Do you have any employees? You should definitely get workers’ compensation insurance, particularly because it’s legally required in most states.

Do you drive a vehicle for work? If so, you’ll need commercial auto insurance.

How much General Liability insurance do I need?

There is no cut-and-dry answer to this question. Each business is unique and has unique insurance needs.

Factors that will influence the coverage you need, include:

  • The type of work you do
  • How many employees and subcontractors you have
  • The level of risk your company faces
  • The state where you work

When you complete an instant quote online with Next, you can review options and adjust limits to your preference.

 

When will I get my policy documents and proof of insurance?

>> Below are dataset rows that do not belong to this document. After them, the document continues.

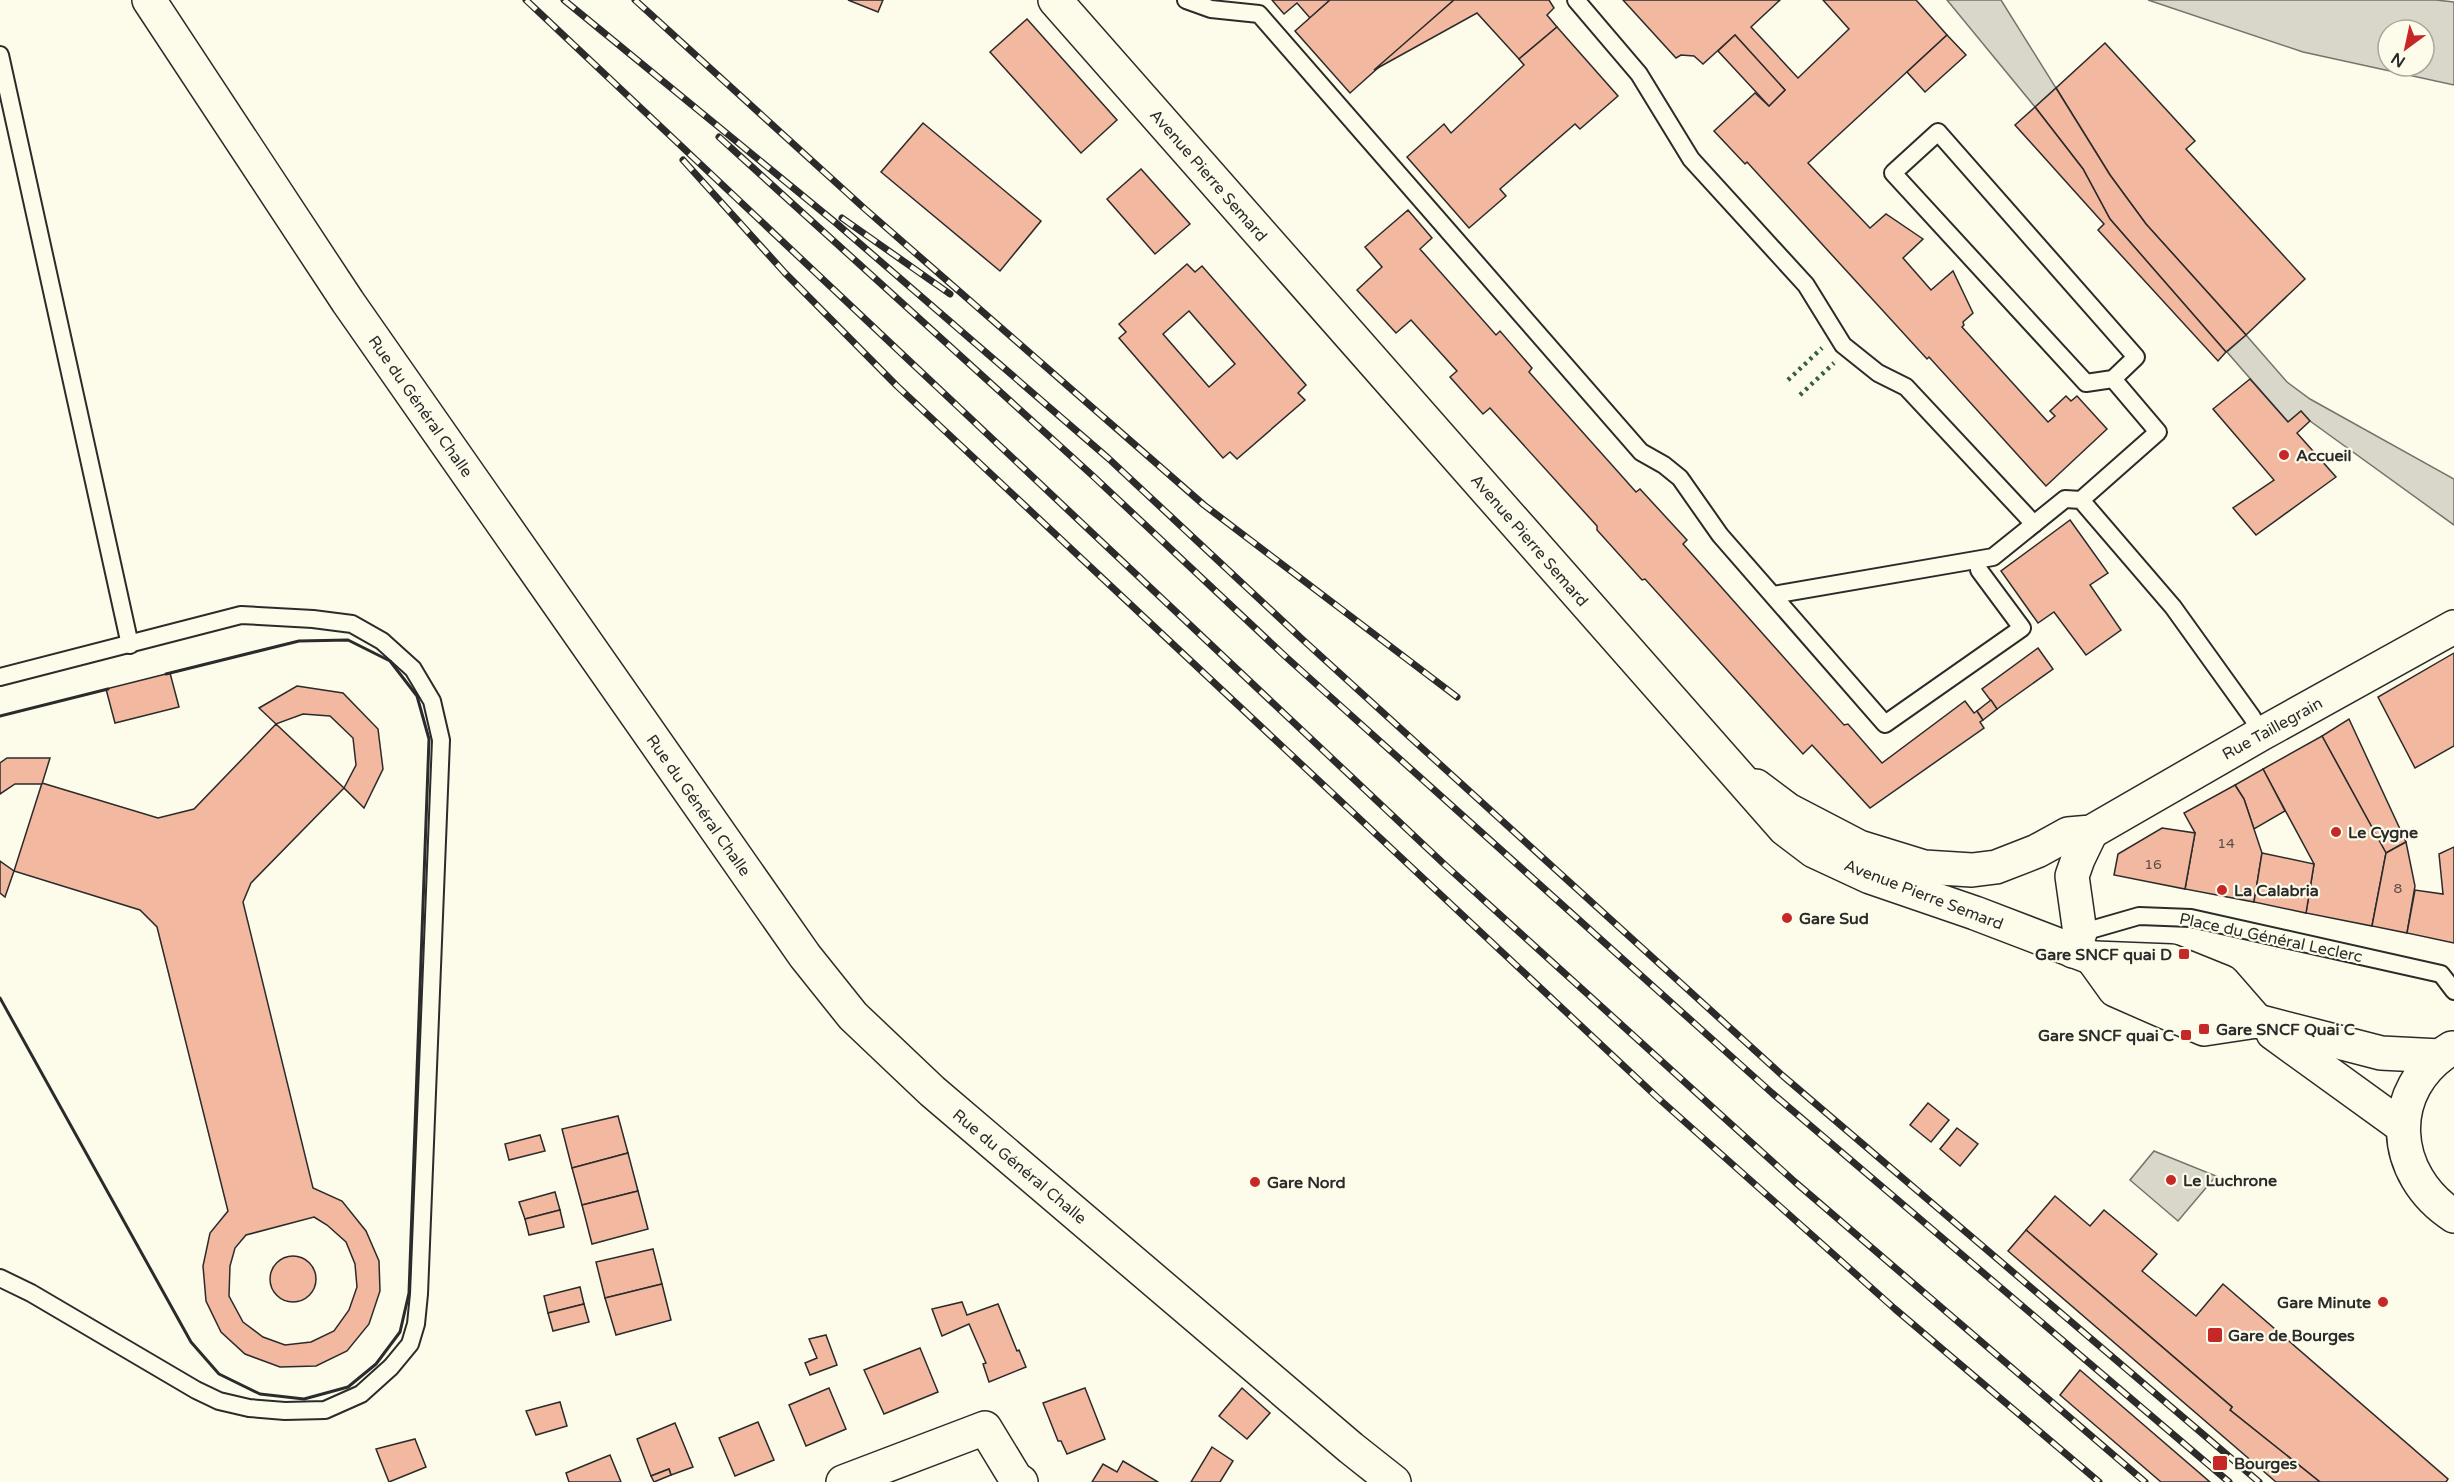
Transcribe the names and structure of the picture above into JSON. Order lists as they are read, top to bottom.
{
  "streets": {
    "main road": ["Avenue Pierre Semard", "Rue du Général Challe", "Rue Taillegrain"],
    "lane": ["Place du Général Leclerc"]
  },
  "crossings": [
    ["Avenue Pierre Semard", "Rue Taillegrain"],
    ["Avenue Pierre Semard", "Place du Général Leclerc"]
  ],
  "places": {
    "other": [
      "Accueil",
      "Le Cygne",
      "La Calabria",
      "Gare Sud",
      "Le Luchrone",
      "Gare Nord",
      "Gare Minute"
    ],
    "transit": [
      "Gare SNCF quai D",
      "Gare SNCF Quai C",
      "Gare SNCF quai C",
      "Gare de Bourges",
      "Bourges"
    ]
  },
  "house_numbers": ["14", "16", "8"],
  "north": "bottom left"
}
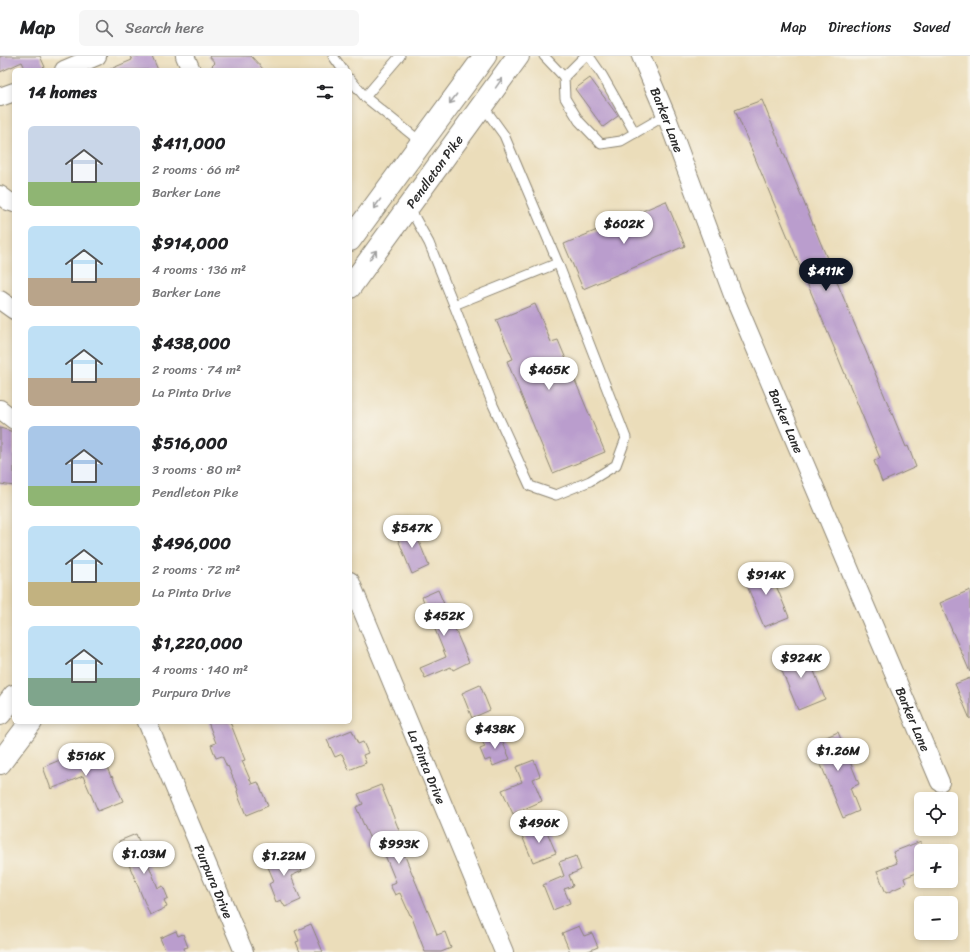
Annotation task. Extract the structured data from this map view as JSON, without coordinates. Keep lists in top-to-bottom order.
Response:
{
  "streets": {
    "main road": ["Pendleton Pike"],
    "street": ["Barker Lane", "La Pinta Drive", "Purpura Drive"]
  },
  "page": {
    "header": "Map",
    "search": "Search here",
    "nav": ["Map", "Directions", "Saved"],
    "heading": "14 homes",
    "list": [
      {
        "name": "$411,000",
        "note": "2 rooms · 66 m² · Barker Lane"
      },
      {
        "name": "$914,000",
        "note": "4 rooms · 136 m² · Barker Lane"
      },
      {
        "name": "$438,000",
        "note": "2 rooms · 74 m² · La Pinta Drive"
      },
      {
        "name": "$516,000",
        "note": "3 rooms · 80 m² · Pendleton Pike"
      },
      {
        "name": "$496,000",
        "note": "2 rooms · 72 m² · La Pinta Drive"
      },
      {
        "name": "$1,220,000",
        "note": "4 rooms · 140 m² · Purpura Drive"
      }
    ],
    "price": [
      "$602K",
      "$411K",
      "$465K",
      "$547K",
      "$914K",
      "$452K",
      "$924K",
      "$438K",
      "$1.26M",
      "$516K",
      "$496K",
      "$993K",
      "$1.03M",
      "$1.22M"
    ],
    "map_buttons": ["+", "−"]
  }
}
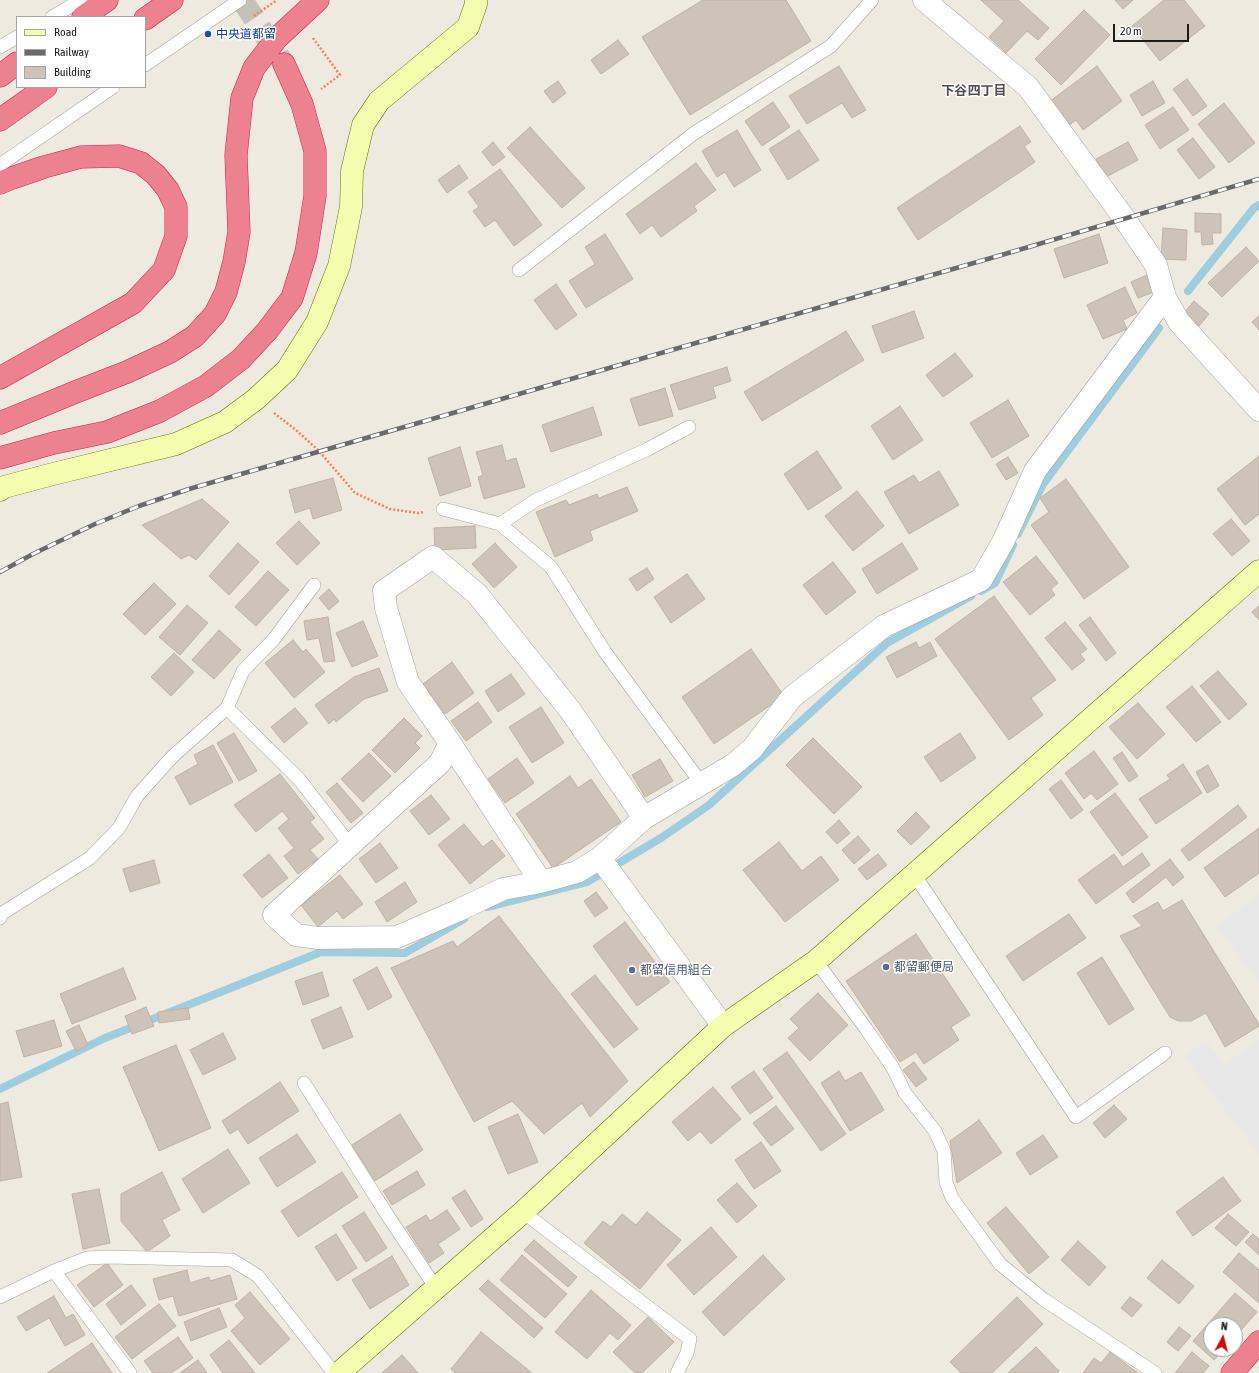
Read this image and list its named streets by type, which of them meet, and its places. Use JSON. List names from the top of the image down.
{
  "districts": ["下谷四丁目"],
  "places": ["中央道都留", "都留郵便局", "都留信用組合"],
  "legend": ["Road", "Railway", "Building"],
  "scale_bar": "20 m",
  "north": "top"
}
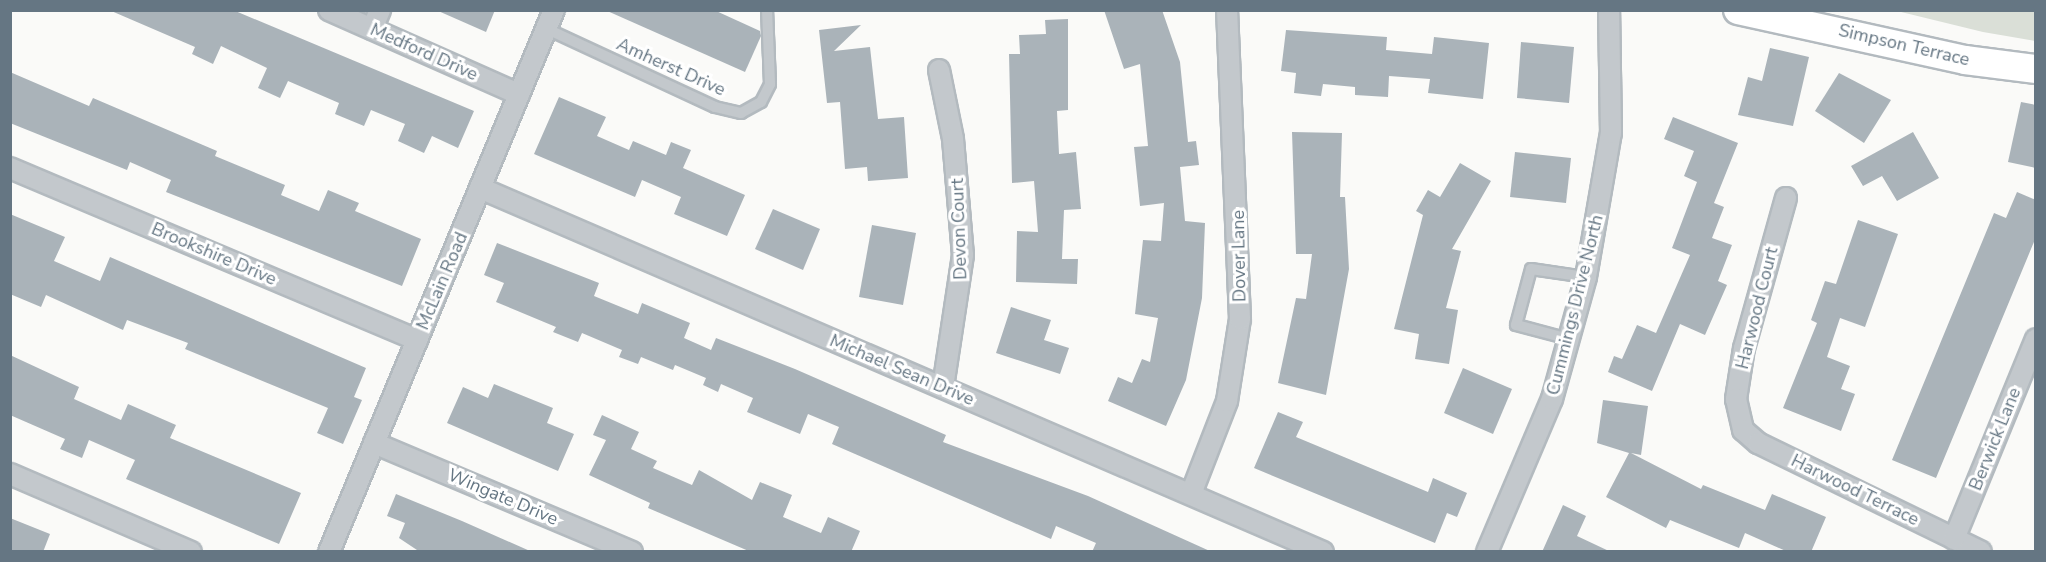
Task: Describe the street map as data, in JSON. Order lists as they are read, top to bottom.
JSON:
{
  "streets": {
    "street": [
      "Simpson Terrace",
      "Medford Drive",
      "Devon Court",
      "Brookshire Drive",
      "Dover Lane",
      "McLain Road",
      "Cummings Drive North",
      "Harwood Court",
      "Michael Sean Drive",
      "Berwick Lane",
      "Harwood Terrace",
      "Wingate Drive"
    ],
    "lane": ["Amherst Drive"]
  },
  "crossings": [
    ["Medford Drive", "McLain Road"],
    ["Amherst Drive", "McLain Road"],
    ["Devon Court", "Michael Sean Drive"],
    ["Brookshire Drive", "McLain Road"],
    ["Dover Lane", "Michael Sean Drive"],
    ["McLain Road", "Michael Sean Drive"],
    ["McLain Road", "Wingate Drive"],
    ["Harwood Court", "Harwood Terrace"],
    ["Berwick Lane", "Harwood Terrace"]
  ]
}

One thing that sets us apart from other insurance companies is our ability to deliver the insurance coverage you need quickly. It can take less than 10 minutes to purchase coverage and you’ll have instant access to policy documents and your certificate of insurance.

When your coverage is active, you can access your documents and COI from your online account 24/7.

Learn more about our digital certificate of insurance.

 

How do I make a General Liability insurance claim?

You can file a claim anytime and from anywhere, online or by calling us. You’ll be asked to tell us the details of what happened and to provide relevant photos and documentation. We strive to make claims decisions within 48 hours so you can get back to focusing on your work.

Check out our claims page for more details.

 

How quickly are general liability claims resolved?

Often, claims decisions are made within 48 hours, although some claims require more time. The specific details of the claim, how bad the damage is, how many people are involved and other factors all contribute to the decision process.